**The problem**
Search the entries for the word "compass". Copy each line in which it is found.

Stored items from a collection
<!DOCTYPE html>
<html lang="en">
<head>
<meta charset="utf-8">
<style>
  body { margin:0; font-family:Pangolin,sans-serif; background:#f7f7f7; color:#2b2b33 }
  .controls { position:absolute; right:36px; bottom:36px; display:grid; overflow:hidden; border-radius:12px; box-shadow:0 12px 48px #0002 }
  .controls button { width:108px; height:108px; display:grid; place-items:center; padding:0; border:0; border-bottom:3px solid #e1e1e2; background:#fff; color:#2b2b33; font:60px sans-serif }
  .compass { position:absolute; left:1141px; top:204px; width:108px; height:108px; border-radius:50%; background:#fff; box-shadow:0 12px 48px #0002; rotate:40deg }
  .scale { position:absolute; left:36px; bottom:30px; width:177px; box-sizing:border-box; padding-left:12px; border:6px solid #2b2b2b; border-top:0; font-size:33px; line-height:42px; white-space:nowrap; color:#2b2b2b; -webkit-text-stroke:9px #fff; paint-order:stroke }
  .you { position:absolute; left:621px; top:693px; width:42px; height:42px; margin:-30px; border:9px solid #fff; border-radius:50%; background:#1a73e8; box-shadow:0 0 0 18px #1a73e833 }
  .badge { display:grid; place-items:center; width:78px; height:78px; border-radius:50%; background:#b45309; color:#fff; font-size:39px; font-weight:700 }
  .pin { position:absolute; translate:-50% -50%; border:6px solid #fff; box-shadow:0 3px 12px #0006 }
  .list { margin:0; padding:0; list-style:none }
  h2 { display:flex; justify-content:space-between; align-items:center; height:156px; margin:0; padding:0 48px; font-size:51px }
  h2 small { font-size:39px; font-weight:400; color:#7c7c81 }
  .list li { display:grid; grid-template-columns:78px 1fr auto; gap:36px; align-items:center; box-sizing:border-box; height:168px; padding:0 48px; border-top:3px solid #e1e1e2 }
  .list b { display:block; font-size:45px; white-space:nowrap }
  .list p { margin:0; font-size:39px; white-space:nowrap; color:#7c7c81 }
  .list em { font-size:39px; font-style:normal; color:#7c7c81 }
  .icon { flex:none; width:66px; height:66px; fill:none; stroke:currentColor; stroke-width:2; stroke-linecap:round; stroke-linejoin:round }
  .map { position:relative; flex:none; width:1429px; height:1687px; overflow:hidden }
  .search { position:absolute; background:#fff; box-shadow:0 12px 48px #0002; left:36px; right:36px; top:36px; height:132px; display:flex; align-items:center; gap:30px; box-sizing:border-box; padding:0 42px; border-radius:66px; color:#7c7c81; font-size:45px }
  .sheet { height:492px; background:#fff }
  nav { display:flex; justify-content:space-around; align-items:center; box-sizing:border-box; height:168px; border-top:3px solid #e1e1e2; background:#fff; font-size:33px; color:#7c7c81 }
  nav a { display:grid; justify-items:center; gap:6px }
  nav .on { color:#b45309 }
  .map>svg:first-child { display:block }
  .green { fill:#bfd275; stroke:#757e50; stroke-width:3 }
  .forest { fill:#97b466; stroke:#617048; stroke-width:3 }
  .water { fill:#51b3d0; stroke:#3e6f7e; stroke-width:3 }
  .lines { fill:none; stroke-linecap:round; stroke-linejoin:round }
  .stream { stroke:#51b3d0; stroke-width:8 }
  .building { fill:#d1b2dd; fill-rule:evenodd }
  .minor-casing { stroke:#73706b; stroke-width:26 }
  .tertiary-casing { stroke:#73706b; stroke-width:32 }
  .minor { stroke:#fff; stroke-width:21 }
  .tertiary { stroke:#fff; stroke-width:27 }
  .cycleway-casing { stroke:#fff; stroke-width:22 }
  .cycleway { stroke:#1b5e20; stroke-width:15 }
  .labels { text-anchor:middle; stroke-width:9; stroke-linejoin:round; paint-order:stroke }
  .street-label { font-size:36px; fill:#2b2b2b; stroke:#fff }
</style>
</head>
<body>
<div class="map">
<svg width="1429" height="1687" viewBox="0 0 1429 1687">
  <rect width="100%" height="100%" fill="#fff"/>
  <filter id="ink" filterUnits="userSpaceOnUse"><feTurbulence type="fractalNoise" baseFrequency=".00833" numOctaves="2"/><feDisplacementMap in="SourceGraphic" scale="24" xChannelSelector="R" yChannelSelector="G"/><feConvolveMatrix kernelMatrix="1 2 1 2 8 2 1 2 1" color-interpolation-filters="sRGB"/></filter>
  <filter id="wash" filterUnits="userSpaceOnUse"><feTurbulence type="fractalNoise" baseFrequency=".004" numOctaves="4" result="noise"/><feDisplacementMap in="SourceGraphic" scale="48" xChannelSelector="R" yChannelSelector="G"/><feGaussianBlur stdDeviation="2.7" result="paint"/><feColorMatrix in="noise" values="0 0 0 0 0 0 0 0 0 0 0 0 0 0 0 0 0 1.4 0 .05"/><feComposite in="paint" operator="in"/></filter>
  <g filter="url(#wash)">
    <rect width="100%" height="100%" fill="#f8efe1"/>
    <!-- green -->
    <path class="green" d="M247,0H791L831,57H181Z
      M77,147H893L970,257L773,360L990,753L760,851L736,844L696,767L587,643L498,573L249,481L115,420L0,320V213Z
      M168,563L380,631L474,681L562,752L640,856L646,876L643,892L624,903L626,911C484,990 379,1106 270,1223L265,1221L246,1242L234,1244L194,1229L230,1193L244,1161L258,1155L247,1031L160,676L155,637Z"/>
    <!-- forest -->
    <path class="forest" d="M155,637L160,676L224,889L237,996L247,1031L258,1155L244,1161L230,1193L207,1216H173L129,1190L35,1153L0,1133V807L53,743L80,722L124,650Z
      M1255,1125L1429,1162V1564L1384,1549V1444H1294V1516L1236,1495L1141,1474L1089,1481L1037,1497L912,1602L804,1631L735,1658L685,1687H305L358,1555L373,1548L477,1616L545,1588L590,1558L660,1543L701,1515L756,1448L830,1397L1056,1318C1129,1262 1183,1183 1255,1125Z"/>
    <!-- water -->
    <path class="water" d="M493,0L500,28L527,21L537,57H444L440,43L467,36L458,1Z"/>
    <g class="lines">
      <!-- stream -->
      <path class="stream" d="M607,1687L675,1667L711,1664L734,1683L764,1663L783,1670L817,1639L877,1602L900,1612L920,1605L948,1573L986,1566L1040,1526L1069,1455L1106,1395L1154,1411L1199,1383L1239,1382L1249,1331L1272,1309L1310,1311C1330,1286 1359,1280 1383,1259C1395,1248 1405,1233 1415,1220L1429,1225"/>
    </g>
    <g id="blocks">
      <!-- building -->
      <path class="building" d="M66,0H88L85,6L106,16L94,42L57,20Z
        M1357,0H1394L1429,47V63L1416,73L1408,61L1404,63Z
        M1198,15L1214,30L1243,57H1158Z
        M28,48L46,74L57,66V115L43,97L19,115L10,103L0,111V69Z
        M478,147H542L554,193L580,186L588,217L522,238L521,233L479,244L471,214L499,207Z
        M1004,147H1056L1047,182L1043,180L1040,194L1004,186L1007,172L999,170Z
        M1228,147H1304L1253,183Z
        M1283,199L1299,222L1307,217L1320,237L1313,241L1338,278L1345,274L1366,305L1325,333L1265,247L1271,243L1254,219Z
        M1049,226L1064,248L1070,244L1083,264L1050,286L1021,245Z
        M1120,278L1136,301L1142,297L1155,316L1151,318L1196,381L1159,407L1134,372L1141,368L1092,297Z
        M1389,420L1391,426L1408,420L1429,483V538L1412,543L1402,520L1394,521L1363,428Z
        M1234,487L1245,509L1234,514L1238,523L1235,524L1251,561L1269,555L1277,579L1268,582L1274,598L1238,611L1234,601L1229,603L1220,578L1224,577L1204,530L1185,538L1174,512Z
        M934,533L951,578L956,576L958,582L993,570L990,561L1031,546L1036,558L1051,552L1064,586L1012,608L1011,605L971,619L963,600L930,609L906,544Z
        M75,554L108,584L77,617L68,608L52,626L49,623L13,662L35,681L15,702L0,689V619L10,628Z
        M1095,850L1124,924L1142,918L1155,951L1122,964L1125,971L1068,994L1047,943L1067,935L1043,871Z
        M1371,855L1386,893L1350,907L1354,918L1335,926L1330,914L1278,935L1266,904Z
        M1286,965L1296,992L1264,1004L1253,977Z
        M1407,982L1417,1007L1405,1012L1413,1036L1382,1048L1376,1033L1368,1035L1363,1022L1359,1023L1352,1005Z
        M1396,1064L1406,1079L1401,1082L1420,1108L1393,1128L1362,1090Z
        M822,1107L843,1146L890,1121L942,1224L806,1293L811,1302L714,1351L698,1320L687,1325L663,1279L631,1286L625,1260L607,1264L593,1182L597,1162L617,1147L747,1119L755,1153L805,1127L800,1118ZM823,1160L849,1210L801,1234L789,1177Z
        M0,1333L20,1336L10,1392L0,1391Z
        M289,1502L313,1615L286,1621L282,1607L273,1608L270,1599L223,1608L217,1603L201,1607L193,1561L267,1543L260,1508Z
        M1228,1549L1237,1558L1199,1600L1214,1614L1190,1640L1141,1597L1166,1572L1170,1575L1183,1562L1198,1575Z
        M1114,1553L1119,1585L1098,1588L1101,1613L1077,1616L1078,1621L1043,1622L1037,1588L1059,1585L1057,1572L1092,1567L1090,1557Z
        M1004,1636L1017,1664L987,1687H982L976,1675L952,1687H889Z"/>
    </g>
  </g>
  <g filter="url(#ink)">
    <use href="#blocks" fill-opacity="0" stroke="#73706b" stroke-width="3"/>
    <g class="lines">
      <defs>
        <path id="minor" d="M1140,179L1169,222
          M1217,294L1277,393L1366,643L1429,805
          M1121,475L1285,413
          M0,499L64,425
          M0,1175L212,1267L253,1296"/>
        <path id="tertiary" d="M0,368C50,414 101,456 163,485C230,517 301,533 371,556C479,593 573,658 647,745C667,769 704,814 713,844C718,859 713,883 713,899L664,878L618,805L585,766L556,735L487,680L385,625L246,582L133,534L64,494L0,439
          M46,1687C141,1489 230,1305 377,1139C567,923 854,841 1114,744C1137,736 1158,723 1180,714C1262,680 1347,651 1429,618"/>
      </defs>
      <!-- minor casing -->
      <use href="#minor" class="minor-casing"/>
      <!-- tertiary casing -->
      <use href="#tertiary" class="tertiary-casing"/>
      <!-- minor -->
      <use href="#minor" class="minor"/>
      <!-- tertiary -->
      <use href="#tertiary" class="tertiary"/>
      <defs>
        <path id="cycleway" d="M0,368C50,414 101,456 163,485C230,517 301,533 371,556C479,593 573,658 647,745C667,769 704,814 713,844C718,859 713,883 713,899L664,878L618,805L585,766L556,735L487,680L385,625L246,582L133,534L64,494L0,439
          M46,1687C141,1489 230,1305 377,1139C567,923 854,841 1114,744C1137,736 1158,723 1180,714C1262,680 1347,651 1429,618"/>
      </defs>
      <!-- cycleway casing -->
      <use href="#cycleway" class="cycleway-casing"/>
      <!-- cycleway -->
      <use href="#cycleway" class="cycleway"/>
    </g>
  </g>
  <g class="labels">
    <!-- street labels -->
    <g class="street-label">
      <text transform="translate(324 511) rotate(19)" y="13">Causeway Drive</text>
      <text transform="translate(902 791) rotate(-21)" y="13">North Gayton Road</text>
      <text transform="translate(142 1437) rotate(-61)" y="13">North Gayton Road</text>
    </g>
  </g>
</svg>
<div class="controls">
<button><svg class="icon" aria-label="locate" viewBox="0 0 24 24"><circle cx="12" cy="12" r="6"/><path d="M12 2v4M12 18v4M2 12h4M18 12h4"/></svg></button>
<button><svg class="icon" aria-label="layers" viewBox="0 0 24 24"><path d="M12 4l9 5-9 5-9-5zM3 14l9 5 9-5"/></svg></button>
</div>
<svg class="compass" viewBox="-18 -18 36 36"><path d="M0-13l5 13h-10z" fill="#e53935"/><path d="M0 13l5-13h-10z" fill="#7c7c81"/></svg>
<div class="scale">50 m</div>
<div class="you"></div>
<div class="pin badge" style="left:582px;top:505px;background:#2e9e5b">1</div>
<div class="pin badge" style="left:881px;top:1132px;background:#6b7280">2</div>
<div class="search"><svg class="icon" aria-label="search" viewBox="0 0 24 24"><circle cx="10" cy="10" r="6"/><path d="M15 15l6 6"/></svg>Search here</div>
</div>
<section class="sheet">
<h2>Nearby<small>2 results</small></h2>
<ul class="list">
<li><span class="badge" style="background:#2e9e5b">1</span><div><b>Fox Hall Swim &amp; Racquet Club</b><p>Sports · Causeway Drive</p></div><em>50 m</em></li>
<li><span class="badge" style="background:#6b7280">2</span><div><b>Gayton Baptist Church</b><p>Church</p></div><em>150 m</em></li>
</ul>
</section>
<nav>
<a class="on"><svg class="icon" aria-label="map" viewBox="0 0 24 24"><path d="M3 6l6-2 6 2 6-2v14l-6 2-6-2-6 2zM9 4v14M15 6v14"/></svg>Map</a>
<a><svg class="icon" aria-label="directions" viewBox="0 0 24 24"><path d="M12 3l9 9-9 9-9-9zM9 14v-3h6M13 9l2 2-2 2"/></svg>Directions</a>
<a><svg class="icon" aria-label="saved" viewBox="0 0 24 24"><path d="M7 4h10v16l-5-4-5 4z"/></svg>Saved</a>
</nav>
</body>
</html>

...

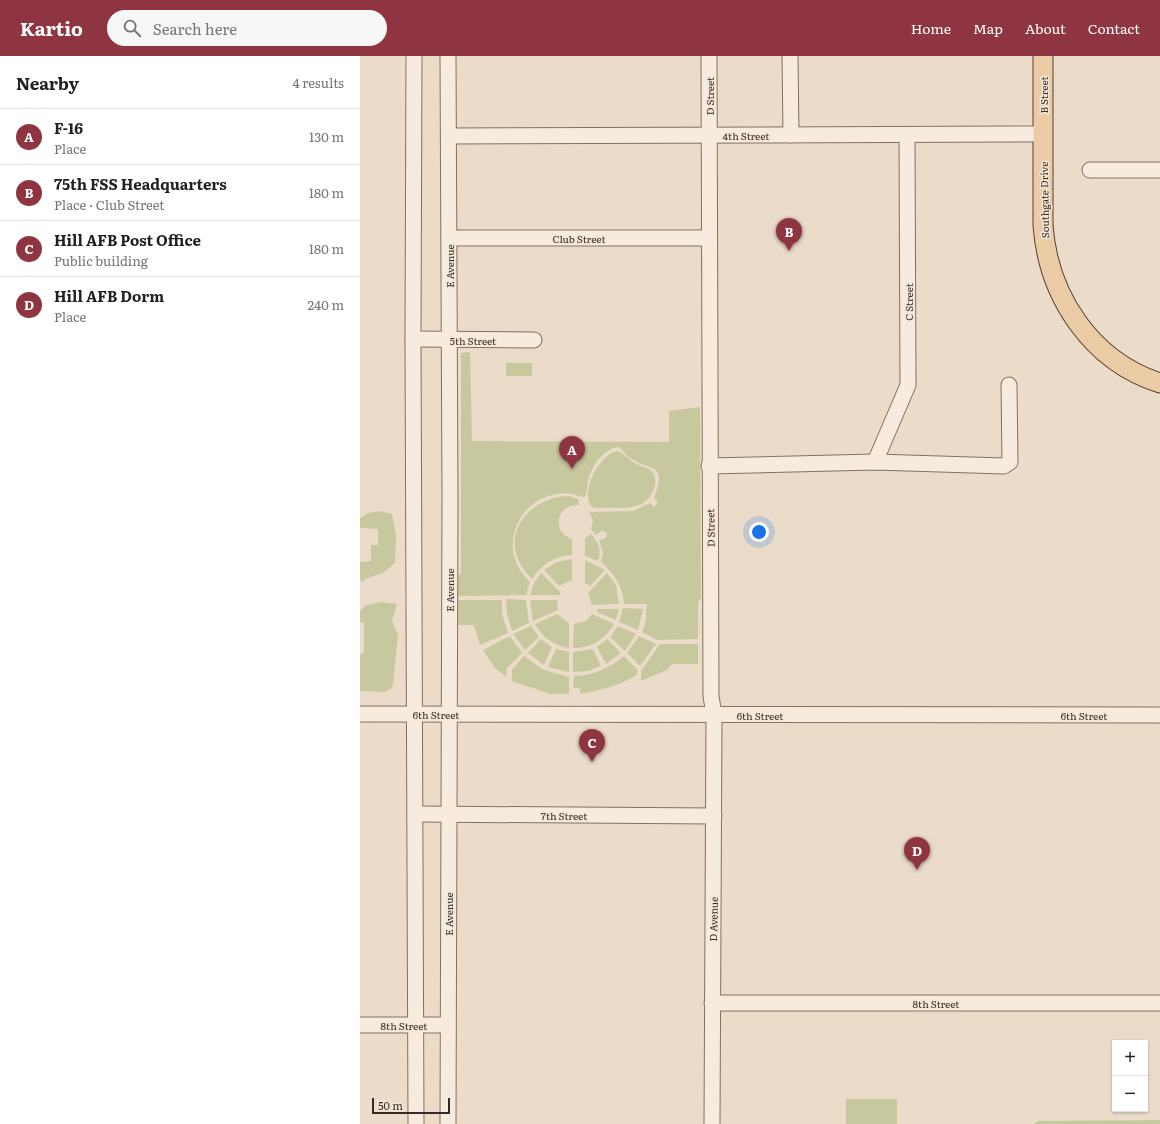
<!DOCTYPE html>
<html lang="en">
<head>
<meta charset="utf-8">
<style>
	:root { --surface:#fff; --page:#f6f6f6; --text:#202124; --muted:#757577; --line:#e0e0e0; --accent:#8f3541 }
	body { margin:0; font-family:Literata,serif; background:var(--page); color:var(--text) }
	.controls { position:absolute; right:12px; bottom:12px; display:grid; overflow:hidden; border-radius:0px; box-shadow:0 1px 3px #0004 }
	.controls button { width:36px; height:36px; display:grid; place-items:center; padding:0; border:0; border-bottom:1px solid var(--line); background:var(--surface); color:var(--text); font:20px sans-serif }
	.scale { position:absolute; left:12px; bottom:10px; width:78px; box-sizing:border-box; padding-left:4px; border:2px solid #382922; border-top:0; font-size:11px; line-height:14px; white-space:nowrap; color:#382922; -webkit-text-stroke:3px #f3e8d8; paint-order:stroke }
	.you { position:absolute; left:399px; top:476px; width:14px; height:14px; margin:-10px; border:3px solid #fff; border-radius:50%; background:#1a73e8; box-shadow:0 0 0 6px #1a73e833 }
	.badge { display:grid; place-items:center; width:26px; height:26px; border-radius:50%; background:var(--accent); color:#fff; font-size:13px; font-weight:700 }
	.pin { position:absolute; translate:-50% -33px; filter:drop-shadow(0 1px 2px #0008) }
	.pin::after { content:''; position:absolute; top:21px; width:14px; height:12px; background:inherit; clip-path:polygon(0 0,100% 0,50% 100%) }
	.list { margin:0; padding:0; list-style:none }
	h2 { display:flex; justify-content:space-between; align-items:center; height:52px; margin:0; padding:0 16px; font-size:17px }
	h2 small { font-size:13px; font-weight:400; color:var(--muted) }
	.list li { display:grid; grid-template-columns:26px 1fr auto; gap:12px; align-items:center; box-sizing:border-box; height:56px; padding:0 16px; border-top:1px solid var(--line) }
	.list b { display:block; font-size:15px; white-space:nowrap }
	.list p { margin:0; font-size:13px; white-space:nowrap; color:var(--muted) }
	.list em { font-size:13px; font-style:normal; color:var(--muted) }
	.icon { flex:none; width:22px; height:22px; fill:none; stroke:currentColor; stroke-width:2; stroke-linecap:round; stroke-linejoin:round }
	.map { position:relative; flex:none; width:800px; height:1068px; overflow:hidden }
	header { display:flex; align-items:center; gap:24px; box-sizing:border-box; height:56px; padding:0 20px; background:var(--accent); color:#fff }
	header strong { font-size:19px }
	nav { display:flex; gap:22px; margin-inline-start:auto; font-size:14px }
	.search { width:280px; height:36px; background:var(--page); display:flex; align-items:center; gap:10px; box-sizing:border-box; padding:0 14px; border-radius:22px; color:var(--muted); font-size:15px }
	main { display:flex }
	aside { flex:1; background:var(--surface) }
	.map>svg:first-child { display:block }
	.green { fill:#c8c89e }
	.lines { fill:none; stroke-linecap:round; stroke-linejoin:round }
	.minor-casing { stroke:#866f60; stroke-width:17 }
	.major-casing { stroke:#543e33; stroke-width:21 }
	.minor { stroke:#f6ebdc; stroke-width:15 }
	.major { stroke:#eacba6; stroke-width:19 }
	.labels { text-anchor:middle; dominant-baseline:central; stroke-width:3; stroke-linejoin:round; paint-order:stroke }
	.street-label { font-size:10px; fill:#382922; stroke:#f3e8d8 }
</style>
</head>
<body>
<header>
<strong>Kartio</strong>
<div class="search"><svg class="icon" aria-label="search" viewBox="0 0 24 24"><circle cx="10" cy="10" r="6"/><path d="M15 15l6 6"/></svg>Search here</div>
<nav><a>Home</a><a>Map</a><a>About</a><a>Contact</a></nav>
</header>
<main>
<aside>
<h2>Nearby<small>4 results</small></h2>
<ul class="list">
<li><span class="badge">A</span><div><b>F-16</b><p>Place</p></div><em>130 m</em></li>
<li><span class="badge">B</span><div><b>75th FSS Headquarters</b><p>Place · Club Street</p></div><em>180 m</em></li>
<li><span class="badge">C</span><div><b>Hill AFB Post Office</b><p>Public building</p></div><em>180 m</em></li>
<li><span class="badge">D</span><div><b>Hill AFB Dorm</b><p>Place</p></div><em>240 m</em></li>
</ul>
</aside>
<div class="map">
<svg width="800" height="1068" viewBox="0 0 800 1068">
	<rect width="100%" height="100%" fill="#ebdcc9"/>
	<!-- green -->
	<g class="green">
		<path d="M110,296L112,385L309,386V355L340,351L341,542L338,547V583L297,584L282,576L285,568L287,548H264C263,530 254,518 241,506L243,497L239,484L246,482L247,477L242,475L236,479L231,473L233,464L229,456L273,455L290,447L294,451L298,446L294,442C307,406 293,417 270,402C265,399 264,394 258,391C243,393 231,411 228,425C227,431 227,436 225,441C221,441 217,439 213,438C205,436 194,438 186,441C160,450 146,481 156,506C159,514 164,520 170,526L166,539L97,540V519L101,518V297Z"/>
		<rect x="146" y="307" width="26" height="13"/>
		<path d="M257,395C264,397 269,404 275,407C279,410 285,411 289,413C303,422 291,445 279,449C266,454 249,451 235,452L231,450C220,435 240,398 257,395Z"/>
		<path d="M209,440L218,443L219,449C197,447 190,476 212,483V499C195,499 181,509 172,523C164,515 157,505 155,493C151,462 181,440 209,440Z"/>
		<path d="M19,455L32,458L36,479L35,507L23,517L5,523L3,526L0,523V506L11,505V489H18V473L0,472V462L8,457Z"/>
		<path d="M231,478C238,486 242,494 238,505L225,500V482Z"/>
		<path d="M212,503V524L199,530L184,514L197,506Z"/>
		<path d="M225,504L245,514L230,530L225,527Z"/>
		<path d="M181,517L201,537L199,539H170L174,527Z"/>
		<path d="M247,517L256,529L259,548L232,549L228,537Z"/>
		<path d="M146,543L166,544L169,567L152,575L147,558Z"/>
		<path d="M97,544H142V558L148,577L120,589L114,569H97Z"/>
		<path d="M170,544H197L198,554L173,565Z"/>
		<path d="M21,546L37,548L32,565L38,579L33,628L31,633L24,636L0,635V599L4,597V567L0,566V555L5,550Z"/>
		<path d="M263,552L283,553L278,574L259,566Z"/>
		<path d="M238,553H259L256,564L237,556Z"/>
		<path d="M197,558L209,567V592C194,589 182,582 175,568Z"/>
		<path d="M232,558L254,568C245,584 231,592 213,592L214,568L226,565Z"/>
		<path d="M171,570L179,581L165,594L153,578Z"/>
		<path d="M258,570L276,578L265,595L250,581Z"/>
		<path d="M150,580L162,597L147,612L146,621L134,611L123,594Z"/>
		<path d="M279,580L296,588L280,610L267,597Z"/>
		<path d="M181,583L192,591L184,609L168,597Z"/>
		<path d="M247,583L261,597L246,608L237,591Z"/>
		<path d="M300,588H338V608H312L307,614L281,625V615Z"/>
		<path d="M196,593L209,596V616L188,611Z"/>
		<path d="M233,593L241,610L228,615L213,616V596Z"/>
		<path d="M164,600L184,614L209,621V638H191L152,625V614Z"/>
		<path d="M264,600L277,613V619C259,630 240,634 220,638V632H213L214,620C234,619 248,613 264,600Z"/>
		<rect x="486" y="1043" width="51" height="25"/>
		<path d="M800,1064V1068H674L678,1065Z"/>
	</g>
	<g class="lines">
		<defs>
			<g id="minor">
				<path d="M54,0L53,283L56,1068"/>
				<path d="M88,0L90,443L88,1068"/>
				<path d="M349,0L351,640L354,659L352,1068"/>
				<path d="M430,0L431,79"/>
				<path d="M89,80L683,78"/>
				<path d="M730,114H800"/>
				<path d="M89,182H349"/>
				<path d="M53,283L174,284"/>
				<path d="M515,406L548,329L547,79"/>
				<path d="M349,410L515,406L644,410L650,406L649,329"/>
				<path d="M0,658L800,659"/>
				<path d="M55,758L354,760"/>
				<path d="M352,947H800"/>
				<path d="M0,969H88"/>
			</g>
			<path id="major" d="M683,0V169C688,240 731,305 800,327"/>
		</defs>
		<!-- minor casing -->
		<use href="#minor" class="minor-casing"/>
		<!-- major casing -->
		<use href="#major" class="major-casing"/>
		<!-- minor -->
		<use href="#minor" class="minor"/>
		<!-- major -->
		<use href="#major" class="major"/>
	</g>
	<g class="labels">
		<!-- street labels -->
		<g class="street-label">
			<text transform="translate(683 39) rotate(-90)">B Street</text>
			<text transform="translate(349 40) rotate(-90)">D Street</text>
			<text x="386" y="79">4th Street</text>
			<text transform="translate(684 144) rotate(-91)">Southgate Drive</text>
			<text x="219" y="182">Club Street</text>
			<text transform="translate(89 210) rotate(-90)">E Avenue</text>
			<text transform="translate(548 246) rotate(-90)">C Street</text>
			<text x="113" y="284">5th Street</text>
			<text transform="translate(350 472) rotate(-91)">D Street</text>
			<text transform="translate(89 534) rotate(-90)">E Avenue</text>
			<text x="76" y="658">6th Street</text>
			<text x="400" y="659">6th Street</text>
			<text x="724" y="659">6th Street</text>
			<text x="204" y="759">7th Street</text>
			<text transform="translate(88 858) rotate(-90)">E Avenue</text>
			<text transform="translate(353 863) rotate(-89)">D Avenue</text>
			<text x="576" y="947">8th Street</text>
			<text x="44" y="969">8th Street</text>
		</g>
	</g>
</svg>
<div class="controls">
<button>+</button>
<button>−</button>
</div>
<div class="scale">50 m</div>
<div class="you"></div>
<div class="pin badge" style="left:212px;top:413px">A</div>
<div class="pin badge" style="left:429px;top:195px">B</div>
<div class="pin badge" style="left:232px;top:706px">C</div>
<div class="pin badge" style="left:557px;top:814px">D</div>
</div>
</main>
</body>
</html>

**Solution**
  .compass { position:absolute; left:1141px; top:204px; width:108px; height:108px; border-radius:50%; background:#fff; box-shadow:0 12px 48px #0002; rotate:40deg }
<svg class="compass" viewBox="-18 -18 36 36"><path d="M0-13l5 13h-10z" fill="#e53935"/><path d="M0 13l5-13h-10z" fill="#7c7c81"/></svg>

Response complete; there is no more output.